What the task requires
Check the material that follows and say how many lines include the string "pixel", giving the number alone.

====================

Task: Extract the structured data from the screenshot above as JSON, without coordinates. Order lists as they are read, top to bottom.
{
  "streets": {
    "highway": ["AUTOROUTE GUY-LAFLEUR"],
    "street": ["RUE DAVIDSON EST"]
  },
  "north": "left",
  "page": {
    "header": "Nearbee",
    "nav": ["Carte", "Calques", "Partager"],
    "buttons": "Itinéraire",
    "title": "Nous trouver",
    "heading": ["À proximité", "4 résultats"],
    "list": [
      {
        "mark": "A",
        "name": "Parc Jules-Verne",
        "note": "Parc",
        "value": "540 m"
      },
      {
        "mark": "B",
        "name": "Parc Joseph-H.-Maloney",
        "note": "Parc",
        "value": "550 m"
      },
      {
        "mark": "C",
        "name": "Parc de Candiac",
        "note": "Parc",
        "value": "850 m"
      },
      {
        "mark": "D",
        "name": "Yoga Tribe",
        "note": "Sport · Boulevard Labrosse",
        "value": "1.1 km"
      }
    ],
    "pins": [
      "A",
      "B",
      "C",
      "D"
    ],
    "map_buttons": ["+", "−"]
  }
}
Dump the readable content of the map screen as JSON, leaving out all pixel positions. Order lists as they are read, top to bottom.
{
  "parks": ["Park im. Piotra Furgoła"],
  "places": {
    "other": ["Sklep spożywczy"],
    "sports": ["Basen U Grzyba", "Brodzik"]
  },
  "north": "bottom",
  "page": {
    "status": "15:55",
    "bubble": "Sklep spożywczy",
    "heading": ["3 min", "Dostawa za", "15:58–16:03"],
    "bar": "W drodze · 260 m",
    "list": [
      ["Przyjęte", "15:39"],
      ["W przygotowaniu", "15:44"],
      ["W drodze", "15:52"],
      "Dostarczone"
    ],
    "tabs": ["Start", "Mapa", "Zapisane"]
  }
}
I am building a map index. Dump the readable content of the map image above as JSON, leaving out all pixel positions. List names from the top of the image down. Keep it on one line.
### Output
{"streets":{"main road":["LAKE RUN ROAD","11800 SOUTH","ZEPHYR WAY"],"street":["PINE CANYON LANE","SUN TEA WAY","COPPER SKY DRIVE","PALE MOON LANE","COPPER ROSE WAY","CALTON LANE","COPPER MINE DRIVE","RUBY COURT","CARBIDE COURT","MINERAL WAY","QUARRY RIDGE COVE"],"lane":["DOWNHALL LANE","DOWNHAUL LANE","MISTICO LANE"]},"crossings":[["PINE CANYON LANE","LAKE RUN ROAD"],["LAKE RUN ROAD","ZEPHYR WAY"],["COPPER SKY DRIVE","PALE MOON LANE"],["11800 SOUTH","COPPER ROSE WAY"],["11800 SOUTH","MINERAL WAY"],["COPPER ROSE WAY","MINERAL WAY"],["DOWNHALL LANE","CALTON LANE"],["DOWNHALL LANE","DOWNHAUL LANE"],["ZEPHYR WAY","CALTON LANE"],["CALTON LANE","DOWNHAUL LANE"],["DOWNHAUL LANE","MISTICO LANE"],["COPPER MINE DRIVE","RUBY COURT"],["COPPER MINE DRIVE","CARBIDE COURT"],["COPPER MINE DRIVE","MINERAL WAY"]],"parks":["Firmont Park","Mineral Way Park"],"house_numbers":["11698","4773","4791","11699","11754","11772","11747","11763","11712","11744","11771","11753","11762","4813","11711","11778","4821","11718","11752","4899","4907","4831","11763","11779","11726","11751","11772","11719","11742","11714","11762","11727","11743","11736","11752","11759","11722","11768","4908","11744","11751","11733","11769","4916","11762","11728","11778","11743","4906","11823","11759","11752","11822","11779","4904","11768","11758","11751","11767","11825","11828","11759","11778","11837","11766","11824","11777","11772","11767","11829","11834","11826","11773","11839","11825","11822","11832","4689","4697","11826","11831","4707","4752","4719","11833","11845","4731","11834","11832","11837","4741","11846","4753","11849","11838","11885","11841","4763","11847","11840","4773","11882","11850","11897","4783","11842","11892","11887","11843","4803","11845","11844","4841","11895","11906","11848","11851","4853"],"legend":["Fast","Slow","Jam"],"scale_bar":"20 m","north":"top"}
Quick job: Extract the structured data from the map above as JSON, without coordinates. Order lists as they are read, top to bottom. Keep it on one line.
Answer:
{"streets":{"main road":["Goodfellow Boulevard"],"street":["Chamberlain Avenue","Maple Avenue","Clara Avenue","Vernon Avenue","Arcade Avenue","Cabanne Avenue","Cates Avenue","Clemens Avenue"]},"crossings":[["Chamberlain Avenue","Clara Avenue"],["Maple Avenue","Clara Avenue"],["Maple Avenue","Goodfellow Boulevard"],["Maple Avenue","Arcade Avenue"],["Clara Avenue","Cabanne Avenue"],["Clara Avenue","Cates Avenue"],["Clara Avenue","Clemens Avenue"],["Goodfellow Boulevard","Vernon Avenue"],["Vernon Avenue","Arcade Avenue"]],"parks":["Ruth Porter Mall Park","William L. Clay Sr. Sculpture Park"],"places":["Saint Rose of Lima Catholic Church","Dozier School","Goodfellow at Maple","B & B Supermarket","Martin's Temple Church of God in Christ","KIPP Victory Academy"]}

====================

Answer section
2